In short, tokens are all words in a text, while types are all different words. If you increase a text’s amount of tokens it becomes longer. If you increase its amount of types, its vocabulary becomes more diverse. By dividing the amount of types in a text by its amount of tokens, you get its type-token ratio (TTR).

TTR is mostly used in linguistics to determine the richness of a text’s or speaker’s vocabulary. This has applications in literature and in the study of children’s language development. But TTR also has applications that might be of more interest to us; it can provide an indication of the type of language we are dealing with.
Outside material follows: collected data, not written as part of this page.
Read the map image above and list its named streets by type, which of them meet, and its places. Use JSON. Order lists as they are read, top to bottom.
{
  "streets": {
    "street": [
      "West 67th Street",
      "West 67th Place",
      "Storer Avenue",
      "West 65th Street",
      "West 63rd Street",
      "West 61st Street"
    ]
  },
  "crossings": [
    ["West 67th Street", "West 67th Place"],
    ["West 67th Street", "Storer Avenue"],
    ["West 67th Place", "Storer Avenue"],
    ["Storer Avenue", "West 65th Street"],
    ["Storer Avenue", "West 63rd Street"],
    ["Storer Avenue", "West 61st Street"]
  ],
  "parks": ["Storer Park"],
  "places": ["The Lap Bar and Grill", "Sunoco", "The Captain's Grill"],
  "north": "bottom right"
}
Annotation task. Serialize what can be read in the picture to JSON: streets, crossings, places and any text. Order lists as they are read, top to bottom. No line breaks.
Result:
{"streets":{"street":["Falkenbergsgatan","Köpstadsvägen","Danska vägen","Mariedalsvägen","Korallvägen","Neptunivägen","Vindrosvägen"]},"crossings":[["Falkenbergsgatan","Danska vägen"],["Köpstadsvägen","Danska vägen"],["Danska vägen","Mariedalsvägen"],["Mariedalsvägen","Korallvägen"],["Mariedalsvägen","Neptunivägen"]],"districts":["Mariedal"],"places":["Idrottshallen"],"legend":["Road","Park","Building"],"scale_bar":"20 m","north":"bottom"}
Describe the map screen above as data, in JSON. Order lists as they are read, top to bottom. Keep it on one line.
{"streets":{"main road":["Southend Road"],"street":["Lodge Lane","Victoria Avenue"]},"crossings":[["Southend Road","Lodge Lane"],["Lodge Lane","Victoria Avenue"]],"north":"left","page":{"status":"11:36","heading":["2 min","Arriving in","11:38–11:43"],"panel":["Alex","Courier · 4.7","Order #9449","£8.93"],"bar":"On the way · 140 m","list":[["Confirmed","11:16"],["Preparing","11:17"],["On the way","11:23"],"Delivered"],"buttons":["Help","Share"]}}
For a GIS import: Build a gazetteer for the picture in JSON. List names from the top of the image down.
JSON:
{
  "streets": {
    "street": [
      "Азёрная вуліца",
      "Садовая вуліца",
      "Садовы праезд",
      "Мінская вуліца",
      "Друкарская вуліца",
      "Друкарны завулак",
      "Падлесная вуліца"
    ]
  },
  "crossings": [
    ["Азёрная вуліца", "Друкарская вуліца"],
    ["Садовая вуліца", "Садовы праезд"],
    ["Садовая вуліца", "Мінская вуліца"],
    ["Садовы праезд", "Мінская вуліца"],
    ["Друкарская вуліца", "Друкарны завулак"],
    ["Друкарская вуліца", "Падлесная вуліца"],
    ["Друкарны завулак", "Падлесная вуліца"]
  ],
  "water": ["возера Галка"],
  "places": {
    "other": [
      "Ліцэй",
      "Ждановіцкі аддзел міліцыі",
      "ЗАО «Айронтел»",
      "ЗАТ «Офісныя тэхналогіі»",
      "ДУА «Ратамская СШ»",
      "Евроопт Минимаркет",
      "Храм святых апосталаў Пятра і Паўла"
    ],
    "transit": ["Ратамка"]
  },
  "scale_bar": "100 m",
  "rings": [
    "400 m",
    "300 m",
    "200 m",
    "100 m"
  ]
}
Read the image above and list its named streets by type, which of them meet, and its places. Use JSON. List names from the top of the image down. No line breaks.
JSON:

This is discussed in Kimmo Kettunen’s paper Can Type-Token Ratio be Used to Show Morphological Complexity of Languages? [1], which I will regularly refer to in this post.

A difficulty in researching TTR is how it is affected by text length. The longer a text runs on, the fewer novel vocabulary will be introduced. Hence, longer texts will increasingly lean towards the “tokens” side of the equation: more words (tokens) are added, but fewer of those words represent new types. In a single sentence on the other hand, almost every word is new and TTR is typically 1 or close to it. Or, to put it more simply, the amount of tokens you can add is infinite, while type diversity will approach a ceiling after a while. Tokens increase linearly, while types do not.

TTR and Voynichese

TTR has a huge advantage for the study of the Voynich manuscript: it is possible. For contrast, one way the complexity of languages is compared is to count the amount of nominal case forms. We can’t do this for Voynichese, because we don’t know what its nouns are. But we can compare its total amount of “words” to its amount of different “words”. Additionally, TTR is not bothered by many of the parsing questions we face with Voynichese. It doesn’t matter whether we transcribe the common “aiin” ending as four letters or two, as long as we are consistent.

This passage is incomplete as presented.